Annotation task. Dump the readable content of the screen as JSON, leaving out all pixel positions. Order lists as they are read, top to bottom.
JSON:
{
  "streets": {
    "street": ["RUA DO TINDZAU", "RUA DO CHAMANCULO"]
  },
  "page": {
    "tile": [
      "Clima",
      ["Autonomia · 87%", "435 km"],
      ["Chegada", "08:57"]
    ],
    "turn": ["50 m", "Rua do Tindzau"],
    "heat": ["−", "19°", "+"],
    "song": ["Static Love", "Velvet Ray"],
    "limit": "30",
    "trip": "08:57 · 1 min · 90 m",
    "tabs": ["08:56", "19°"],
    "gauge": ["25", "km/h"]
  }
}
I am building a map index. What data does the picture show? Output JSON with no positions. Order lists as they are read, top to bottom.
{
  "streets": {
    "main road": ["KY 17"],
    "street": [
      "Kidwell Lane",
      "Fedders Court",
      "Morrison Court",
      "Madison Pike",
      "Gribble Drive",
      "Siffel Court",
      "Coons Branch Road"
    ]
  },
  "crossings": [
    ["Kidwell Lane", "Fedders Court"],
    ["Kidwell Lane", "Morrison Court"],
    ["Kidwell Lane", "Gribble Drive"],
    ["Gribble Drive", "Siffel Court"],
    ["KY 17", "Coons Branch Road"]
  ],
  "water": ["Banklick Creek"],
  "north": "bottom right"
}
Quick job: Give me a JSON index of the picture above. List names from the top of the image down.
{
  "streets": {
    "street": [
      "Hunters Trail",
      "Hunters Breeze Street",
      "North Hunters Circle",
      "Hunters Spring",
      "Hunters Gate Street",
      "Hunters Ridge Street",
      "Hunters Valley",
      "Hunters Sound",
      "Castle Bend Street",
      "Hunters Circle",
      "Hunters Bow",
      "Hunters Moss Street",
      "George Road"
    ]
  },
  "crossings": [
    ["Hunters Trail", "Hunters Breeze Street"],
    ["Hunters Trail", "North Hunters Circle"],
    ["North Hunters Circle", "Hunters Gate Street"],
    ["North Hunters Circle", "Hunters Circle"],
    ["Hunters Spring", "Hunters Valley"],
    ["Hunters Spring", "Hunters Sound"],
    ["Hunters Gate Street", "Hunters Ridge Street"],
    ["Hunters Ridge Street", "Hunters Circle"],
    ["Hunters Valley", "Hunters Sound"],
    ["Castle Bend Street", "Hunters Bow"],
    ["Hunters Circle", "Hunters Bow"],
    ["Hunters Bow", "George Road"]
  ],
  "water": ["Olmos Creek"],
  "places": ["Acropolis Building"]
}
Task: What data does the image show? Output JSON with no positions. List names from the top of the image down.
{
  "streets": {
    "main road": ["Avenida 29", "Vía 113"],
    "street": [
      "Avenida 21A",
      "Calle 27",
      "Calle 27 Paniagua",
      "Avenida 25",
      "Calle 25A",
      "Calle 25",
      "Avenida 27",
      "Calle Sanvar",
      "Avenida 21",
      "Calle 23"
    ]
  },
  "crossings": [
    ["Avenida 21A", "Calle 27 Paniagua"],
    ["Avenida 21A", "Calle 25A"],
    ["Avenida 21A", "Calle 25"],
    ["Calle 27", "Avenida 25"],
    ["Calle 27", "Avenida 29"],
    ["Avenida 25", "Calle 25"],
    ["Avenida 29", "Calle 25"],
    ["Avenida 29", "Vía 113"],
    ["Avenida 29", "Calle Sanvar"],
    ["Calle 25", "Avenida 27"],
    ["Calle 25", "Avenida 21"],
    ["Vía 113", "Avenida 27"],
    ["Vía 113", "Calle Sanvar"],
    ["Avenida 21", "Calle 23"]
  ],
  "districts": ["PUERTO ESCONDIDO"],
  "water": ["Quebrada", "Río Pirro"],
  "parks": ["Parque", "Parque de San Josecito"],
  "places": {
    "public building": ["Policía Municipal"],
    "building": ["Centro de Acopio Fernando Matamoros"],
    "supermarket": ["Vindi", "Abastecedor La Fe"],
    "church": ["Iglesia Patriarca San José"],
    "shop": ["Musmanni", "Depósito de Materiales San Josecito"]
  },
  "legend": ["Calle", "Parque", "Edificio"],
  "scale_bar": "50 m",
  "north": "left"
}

★ ★ ★ ★

Goal of the exercise » A verbatim repeat of all the entries above is the required answer.

Exercise response »
Annotation task. Dump the readable content of the screen as JSON, leaving out all pixel positions. Order lists as they are read, top to bottom.
JSON:
{
  "streets": {
    "street": ["RUA DO TINDZAU", "RUA DO CHAMANCULO"]
  },
  "page": {
    "tile": [
      "Clima",
      ["Autonomia · 87%", "435 km"],
      ["Chegada", "08:57"]
    ],
    "turn": ["50 m", "Rua do Tindzau"],
    "heat": ["−", "19°", "+"],
    "song": ["Static Love", "Velvet Ray"],
    "limit": "30",
    "trip": "08:57 · 1 min · 90 m",
    "tabs": ["08:56", "19°"],
    "gauge": ["25", "km/h"]
  }
}
I am building a map index. What data does the picture show? Output JSON with no positions. Order lists as they are read, top to bottom.
{
  "streets": {
    "main road": ["KY 17"],
    "street": [
      "Kidwell Lane",
      "Fedders Court",
      "Morrison Court",
      "Madison Pike",
      "Gribble Drive",
      "Siffel Court",
      "Coons Branch Road"
    ]
  },
  "crossings": [
    ["Kidwell Lane", "Fedders Court"],
    ["Kidwell Lane", "Morrison Court"],
    ["Kidwell Lane", "Gribble Drive"],
    ["Gribble Drive", "Siffel Court"],
    ["KY 17", "Coons Branch Road"]
  ],
  "water": ["Banklick Creek"],
  "north": "bottom right"
}
Quick job: Give me a JSON index of the picture above. List names from the top of the image down.
{
  "streets": {
    "street": [
      "Hunters Trail",
      "Hunters Breeze Street",
      "North Hunters Circle",
      "Hunters Spring",
      "Hunters Gate Street",
      "Hunters Ridge Street",
      "Hunters Valley",
      "Hunters Sound",
      "Castle Bend Street",
      "Hunters Circle",
      "Hunters Bow",
      "Hunters Moss Street",
      "George Road"
    ]
  },
  "crossings": [
    ["Hunters Trail", "Hunters Breeze Street"],
    ["Hunters Trail", "North Hunters Circle"],
    ["North Hunters Circle", "Hunters Gate Street"],
    ["North Hunters Circle", "Hunters Circle"],
    ["Hunters Spring", "Hunters Valley"],
    ["Hunters Spring", "Hunters Sound"],
    ["Hunters Gate Street", "Hunters Ridge Street"],
    ["Hunters Ridge Street", "Hunters Circle"],
    ["Hunters Valley", "Hunters Sound"],
    ["Castle Bend Street", "Hunters Bow"],
    ["Hunters Circle", "Hunters Bow"],
    ["Hunters Bow", "George Road"]
  ],
  "water": ["Olmos Creek"],
  "places": ["Acropolis Building"]
}
Task: What data does the image show? Output JSON with no positions. List names from the top of the image down.
{
  "streets": {
    "main road": ["Avenida 29", "Vía 113"],
    "street": [
      "Avenida 21A",
      "Calle 27",
      "Calle 27 Paniagua",
      "Avenida 25",
      "Calle 25A",
      "Calle 25",
      "Avenida 27",
      "Calle Sanvar",
      "Avenida 21",
      "Calle 23"
    ]
  },
  "crossings": [
    ["Avenida 21A", "Calle 27 Paniagua"],
    ["Avenida 21A", "Calle 25A"],
    ["Avenida 21A", "Calle 25"],
    ["Calle 27", "Avenida 25"],
    ["Calle 27", "Avenida 29"],
    ["Avenida 25", "Calle 25"],
    ["Avenida 29", "Calle 25"],
    ["Avenida 29", "Vía 113"],
    ["Avenida 29", "Calle Sanvar"],
    ["Calle 25", "Avenida 27"],
    ["Calle 25", "Avenida 21"],
    ["Vía 113", "Avenida 27"],
    ["Vía 113", "Calle Sanvar"],
    ["Avenida 21", "Calle 23"]
  ],
  "districts": ["PUERTO ESCONDIDO"],
  "water": ["Quebrada", "Río Pirro"],
  "parks": ["Parque", "Parque de San Josecito"],
  "places": {
    "public building": ["Policía Municipal"],
    "building": ["Centro de Acopio Fernando Matamoros"],
    "supermarket": ["Vindi", "Abastecedor La Fe"],
    "church": ["Iglesia Patriarca San José"],
    "shop": ["Musmanni", "Depósito de Materiales San Josecito"]
  },
  "legend": ["Calle", "Parque", "Edificio"],
  "scale_bar": "50 m",
  "north": "left"
}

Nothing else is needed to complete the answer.